##### DATA SHOWN #####
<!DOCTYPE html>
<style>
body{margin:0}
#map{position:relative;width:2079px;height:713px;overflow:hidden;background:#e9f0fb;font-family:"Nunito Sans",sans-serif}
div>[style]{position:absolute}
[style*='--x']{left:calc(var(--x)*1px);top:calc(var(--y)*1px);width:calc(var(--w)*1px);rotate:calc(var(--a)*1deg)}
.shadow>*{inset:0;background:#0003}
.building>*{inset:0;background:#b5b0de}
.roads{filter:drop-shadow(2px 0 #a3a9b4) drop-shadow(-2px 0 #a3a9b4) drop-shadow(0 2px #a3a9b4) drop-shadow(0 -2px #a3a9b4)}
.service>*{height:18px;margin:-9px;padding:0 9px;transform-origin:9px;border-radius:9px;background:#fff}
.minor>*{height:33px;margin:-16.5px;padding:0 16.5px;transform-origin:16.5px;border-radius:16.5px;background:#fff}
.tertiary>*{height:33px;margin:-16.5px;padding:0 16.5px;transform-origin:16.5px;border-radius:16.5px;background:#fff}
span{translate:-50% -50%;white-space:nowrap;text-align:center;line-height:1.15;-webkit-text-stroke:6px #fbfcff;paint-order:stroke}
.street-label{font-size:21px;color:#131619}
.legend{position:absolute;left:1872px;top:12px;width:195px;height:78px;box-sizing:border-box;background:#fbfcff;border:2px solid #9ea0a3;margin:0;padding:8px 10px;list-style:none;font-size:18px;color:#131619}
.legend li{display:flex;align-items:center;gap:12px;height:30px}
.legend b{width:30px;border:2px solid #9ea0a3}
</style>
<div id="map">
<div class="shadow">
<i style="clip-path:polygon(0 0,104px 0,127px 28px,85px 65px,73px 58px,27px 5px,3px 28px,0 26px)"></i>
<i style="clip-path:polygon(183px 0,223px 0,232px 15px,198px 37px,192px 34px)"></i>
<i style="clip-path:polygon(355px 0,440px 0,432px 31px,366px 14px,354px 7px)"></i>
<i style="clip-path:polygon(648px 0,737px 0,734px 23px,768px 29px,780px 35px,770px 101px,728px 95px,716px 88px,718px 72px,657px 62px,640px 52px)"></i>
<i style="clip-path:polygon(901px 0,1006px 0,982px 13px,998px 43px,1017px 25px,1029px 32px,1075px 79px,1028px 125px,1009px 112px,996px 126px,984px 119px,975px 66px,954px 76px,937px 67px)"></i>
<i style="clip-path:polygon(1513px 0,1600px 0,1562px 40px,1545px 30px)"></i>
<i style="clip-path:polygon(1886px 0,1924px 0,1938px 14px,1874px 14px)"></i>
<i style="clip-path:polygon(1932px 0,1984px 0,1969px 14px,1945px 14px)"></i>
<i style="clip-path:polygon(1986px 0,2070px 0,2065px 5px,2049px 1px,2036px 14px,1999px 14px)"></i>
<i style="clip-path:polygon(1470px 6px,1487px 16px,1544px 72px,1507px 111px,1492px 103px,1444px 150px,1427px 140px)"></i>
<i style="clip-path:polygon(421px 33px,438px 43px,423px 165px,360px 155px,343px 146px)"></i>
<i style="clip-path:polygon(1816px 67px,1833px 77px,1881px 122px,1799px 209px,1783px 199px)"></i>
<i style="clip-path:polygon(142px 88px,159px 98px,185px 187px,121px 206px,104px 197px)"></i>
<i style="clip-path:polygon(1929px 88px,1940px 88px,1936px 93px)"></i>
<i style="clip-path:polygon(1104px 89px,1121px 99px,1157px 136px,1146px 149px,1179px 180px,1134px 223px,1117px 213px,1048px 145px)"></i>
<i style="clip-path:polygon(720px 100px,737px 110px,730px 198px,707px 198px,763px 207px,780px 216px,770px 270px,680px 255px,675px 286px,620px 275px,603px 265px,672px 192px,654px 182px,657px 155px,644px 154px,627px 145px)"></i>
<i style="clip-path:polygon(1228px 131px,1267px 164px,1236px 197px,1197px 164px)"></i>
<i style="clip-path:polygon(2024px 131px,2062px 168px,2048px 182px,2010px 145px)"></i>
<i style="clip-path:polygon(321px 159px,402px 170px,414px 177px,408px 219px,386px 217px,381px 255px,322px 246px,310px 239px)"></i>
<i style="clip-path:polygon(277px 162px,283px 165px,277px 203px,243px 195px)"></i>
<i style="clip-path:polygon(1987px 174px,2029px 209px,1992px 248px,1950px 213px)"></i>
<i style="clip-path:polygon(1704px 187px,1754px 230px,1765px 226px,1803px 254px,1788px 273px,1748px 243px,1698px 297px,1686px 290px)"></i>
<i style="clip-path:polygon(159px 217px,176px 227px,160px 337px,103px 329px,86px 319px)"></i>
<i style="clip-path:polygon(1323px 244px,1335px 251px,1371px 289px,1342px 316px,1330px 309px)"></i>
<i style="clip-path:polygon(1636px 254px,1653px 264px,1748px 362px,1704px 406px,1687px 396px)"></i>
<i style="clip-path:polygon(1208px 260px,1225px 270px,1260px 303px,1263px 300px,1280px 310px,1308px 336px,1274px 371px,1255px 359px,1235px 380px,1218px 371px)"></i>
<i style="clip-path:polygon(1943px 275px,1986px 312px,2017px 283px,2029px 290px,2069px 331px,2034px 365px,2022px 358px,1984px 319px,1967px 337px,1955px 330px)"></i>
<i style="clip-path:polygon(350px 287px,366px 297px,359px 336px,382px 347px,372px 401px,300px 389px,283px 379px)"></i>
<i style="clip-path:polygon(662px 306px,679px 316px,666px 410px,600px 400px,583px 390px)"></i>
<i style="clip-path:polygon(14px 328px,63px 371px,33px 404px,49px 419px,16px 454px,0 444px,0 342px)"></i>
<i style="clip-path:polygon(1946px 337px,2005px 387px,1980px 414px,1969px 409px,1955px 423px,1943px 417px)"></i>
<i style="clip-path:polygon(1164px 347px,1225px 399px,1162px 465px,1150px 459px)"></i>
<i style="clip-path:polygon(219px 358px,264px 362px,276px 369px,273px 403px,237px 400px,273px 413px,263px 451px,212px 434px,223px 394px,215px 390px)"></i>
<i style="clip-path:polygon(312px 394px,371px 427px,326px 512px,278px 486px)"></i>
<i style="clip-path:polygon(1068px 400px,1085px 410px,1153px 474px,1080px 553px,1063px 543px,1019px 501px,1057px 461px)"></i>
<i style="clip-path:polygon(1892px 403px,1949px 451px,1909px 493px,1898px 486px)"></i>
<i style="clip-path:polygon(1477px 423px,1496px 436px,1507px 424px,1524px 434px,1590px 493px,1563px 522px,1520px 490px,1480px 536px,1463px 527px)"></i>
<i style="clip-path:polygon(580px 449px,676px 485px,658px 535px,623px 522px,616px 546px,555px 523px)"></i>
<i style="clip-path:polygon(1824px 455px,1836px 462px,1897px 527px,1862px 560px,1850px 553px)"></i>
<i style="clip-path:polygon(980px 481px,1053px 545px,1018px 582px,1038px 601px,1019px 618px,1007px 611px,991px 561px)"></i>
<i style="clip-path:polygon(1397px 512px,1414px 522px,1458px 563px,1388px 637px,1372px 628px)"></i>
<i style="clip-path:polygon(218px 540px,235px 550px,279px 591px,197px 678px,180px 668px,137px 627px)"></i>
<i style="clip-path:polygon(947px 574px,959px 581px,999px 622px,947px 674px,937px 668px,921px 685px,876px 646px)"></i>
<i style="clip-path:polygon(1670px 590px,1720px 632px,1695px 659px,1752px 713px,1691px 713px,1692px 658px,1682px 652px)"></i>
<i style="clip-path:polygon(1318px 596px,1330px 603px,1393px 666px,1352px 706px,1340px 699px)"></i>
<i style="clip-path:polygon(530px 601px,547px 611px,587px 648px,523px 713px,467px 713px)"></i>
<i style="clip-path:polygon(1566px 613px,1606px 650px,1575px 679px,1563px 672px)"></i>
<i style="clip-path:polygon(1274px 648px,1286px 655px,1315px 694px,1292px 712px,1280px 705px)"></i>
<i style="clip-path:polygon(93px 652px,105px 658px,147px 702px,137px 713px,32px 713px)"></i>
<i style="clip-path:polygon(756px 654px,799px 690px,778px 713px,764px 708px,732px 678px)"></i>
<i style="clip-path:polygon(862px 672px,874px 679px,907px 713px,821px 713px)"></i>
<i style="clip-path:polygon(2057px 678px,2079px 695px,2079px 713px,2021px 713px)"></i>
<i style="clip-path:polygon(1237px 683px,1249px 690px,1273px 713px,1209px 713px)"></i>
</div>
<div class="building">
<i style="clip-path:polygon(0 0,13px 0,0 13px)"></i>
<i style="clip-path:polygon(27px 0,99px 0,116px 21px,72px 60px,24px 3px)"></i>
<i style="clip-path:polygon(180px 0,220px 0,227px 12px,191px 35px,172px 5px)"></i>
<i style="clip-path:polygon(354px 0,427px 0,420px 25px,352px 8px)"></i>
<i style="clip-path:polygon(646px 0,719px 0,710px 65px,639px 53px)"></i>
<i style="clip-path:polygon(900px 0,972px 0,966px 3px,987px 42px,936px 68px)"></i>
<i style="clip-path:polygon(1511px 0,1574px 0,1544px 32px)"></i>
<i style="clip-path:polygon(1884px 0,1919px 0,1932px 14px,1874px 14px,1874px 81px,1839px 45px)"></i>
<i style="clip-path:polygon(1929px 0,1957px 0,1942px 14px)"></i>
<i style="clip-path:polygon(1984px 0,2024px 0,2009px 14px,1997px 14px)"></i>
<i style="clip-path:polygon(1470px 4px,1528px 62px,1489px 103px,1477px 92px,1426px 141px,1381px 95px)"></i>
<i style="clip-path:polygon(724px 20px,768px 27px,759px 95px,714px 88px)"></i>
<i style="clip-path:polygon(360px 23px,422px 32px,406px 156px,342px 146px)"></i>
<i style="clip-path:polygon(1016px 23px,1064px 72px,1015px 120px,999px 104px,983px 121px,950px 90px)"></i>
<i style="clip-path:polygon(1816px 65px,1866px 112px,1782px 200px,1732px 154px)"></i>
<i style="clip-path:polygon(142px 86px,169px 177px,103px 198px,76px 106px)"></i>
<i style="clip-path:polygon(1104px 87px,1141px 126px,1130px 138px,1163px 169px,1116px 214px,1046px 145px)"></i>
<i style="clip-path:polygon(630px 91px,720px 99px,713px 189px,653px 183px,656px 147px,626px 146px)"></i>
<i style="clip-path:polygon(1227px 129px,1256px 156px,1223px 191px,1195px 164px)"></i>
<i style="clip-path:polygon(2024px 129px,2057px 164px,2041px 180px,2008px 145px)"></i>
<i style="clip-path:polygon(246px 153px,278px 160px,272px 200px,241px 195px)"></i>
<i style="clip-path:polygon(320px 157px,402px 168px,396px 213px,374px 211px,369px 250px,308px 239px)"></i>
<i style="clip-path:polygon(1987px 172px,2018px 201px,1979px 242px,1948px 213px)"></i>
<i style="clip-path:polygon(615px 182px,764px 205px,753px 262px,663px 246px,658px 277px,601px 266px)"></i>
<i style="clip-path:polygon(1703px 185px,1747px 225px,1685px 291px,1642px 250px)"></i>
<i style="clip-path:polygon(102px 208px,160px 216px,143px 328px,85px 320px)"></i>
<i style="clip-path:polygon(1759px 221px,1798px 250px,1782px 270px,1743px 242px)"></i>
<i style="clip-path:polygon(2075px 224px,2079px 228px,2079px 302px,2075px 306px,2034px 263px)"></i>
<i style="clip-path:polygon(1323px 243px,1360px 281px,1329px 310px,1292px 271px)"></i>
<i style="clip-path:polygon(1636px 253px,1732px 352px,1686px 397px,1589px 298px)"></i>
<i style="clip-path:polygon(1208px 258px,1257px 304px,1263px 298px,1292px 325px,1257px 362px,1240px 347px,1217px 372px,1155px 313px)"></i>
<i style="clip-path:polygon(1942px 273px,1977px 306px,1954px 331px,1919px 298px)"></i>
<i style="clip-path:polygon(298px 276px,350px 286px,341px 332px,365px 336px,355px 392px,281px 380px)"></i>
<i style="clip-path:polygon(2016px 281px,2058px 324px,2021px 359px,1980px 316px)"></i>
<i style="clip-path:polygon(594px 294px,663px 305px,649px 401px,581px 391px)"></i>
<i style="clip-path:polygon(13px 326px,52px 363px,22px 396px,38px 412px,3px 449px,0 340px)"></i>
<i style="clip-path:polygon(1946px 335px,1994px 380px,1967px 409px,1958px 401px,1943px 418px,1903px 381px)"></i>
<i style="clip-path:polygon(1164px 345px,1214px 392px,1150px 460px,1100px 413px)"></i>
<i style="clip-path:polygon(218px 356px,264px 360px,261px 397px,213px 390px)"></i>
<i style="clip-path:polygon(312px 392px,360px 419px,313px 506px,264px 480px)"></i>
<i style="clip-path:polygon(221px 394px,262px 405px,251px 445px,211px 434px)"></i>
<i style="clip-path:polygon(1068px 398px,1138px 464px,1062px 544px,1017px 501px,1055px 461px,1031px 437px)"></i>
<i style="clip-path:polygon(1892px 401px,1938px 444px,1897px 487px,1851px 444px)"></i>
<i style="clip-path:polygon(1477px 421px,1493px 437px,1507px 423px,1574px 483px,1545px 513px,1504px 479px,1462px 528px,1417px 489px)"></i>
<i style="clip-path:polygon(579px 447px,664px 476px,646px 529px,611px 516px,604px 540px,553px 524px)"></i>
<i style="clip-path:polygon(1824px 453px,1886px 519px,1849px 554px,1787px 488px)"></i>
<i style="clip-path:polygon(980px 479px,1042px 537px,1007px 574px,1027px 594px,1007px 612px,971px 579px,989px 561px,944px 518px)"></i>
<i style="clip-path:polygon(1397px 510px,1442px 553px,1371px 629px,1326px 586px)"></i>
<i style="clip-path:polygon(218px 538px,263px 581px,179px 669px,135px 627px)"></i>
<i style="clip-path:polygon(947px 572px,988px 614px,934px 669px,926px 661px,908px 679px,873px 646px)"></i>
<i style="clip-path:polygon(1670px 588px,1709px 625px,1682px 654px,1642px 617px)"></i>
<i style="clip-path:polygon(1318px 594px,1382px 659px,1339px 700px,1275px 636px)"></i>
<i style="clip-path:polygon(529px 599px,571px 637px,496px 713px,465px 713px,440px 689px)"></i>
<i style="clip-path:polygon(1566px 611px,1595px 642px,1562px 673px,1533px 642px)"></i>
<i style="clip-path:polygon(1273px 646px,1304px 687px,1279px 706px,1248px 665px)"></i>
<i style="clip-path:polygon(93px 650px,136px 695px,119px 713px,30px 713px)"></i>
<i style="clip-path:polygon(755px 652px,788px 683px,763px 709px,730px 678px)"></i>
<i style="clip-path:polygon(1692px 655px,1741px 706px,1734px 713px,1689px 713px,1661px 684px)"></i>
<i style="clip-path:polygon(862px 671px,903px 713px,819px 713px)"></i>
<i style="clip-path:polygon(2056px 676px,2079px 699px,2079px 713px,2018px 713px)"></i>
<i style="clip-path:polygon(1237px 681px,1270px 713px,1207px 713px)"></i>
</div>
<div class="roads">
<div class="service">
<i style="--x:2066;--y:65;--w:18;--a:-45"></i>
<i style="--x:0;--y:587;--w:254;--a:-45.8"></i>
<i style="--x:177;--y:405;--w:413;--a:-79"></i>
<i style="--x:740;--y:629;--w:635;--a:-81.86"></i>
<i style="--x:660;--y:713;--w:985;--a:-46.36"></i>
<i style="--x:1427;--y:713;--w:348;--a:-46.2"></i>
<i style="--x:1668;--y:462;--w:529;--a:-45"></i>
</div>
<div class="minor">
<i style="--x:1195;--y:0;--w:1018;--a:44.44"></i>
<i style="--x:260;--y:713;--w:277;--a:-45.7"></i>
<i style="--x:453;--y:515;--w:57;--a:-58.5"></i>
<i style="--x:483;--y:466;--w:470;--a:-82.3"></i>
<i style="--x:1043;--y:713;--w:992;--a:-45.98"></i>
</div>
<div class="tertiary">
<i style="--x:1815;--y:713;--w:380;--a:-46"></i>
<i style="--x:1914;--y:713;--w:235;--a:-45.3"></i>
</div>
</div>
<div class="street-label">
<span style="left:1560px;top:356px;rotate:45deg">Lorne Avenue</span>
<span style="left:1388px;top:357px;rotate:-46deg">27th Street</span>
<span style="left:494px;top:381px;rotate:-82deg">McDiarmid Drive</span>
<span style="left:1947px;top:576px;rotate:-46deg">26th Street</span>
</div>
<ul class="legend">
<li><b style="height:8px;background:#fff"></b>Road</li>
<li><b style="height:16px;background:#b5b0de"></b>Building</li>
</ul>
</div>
#####
__TASK OBJECTIVE__. Only the lines above from the line containing "449px,676px 485px,658px 535px,623px" through the line containing "455px,1836px 462px,1897px 527px,1862px" should be retyped, exactly and with both ends included.

__ANSWER TO THIS PROBLEM__.
<i style="clip-path:polygon(580px 449px,676px 485px,658px 535px,623px 522px,616px 546px,555px 523px)"></i>
<i style="clip-path:polygon(1824px 455px,1836px 462px,1897px 527px,1862px 560px,1850px 553px)"></i>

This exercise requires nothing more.